A New Look for Control Engineering Online; Advice on Viruses and Hoaxes

Control Engineering's web site at www.controleng.com has a new look. Users will find more information directly accessible from the home page. Getting around CE's page is now easier, with navigation links at the left of every screen and no more scrolling. Control Engineering Online also provides links to Manufacturing Marketplace's home page, product directory, search engine, other mag...

By Matt Bellm February 1, 1998

Control Engineering’s web site at www.controleng.com has a new look. Users will find more information directly accessible from the home page. Getting around CE ‘s page is now easier, with navigation links at the left of every screen and no more scrolling. Control Engineering Online also provides links to Manufacturing Marketplace’s home page, product directory, search engine, other magazine sites, “Your Page” page customization, and online jobs database.

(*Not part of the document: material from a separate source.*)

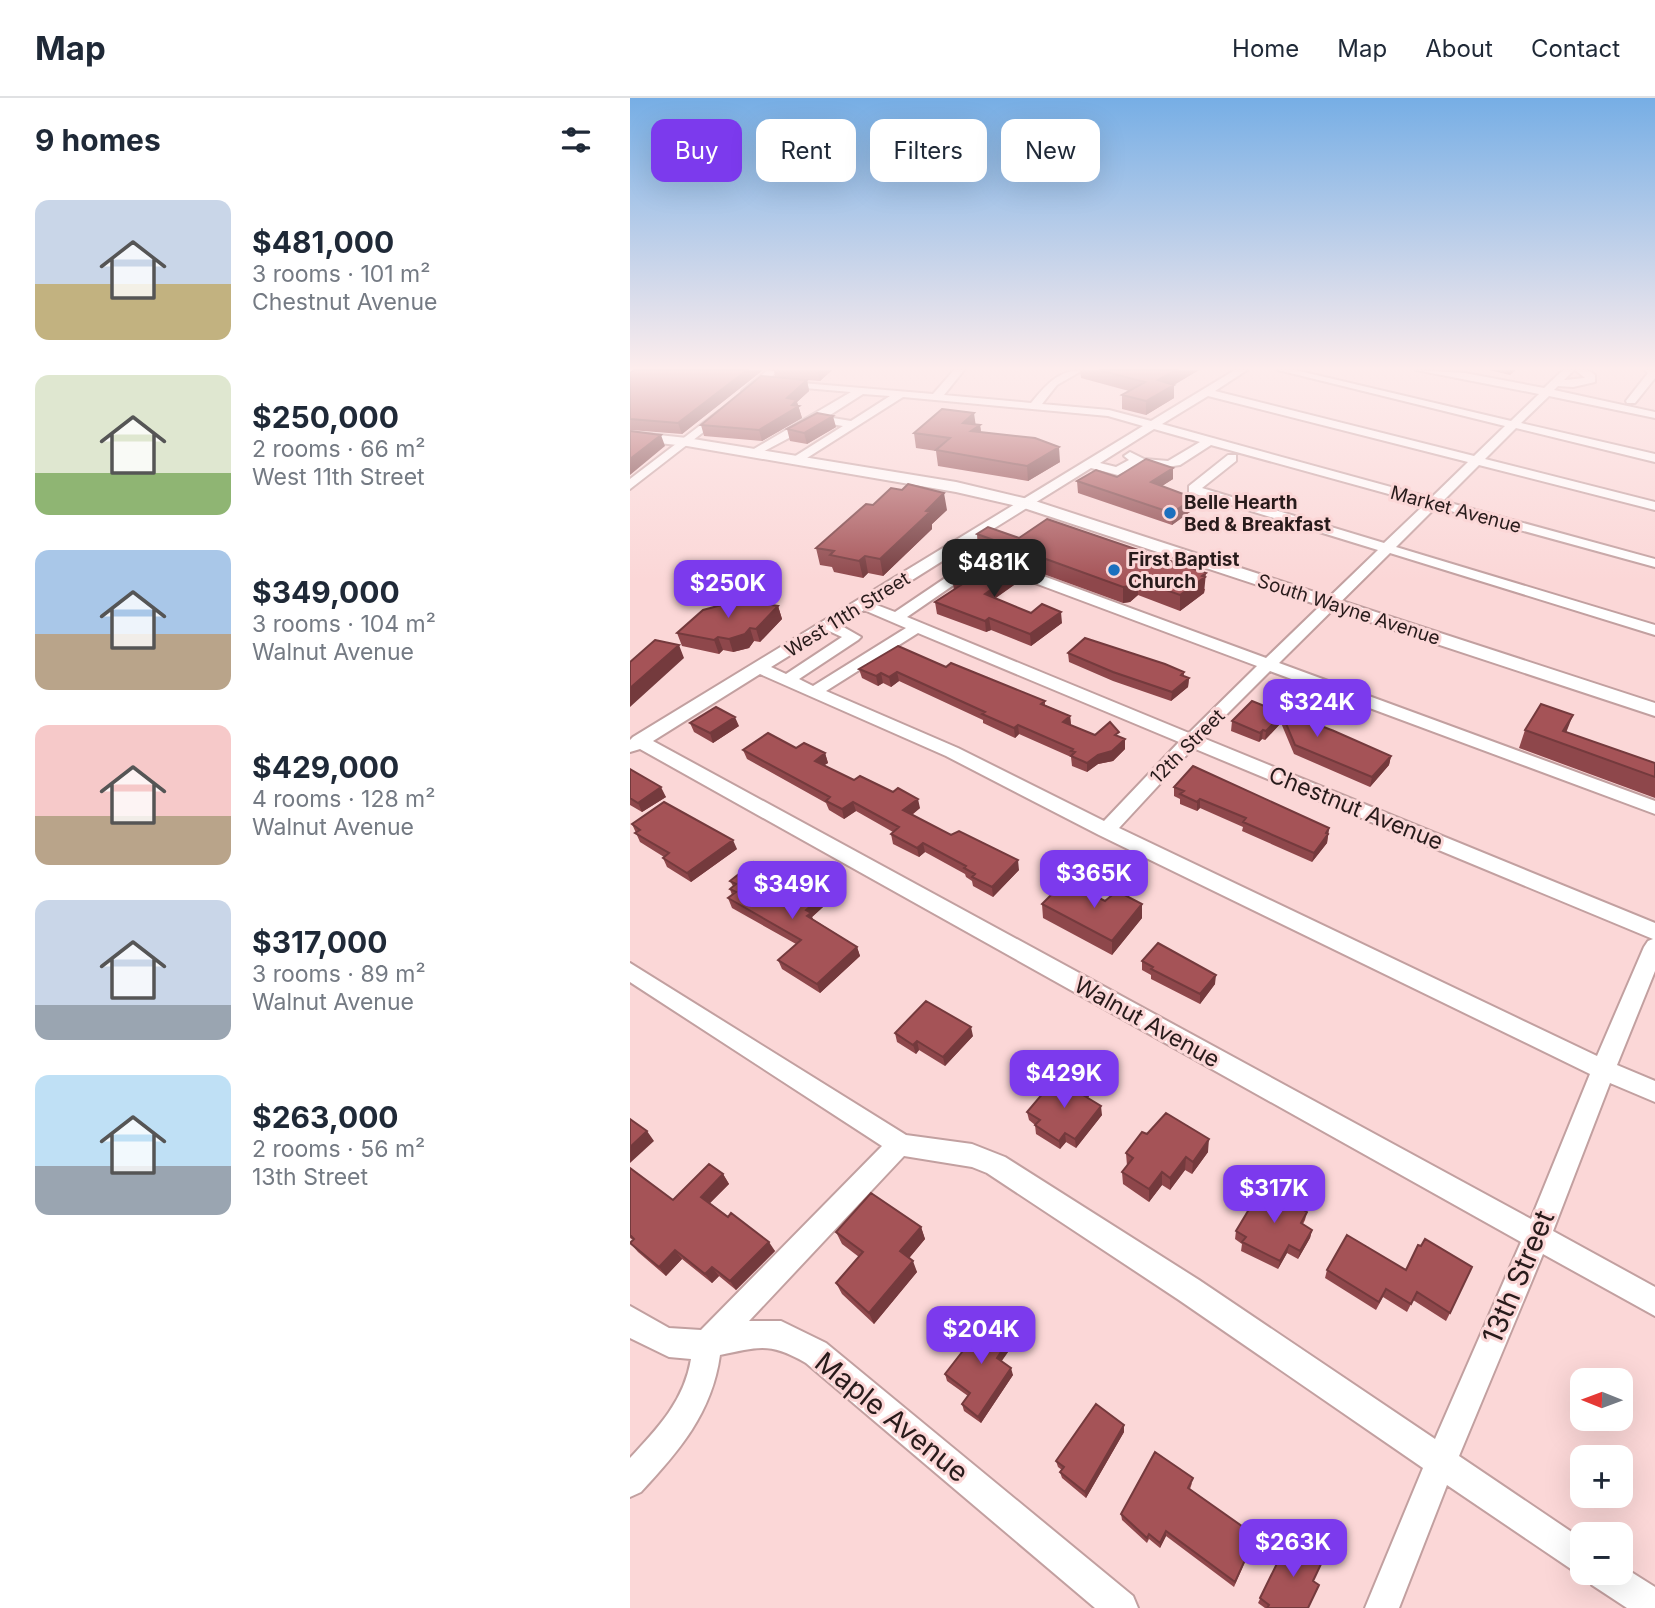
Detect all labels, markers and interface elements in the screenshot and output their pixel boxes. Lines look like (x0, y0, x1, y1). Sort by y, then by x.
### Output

Good Times, Sandman, other hoaxes

As almost anyone who works with computers knows, viruses are a fact of life. Once they are in a computer’s memory, they can at least annoy, and at worst, destroy data. Unfortunately, the Internet is a repository of potentially harmful files. Anyone downloading files from the Internet should certainly take precautions to avoid infection.

The Internet is also a medium good for something else: spreading virus hysteria. While many serious viruses are out there, fear of viruses has a way of feeding on itself. As an example, some may recall the media frenzy over Michelangelo in 1992. News re- ports warned of the supposed havoc the virus would cause. As viruses go, Michelangelo proved to be somewhat tame and was not as widespread as predicted. While that was an isolated incident, web surfers use the Internet every day to warn others about viruses transmitted in e-mail and Usenet newsgroups. The problem is, some of the viruses people send warnings about don’t even exist.

Some viruses are just hoaxes. Hoaxes could well be started by people who want the same strange satisfaction they would get from creating a virus but without all the effort of actually programming one. Warnings about these non- existent viruses are passed on by well-meaning but misinformed users. Eventually, the warnings are passed around long enough to become accepted as urban legends like snipe hunting and Elvis sightings.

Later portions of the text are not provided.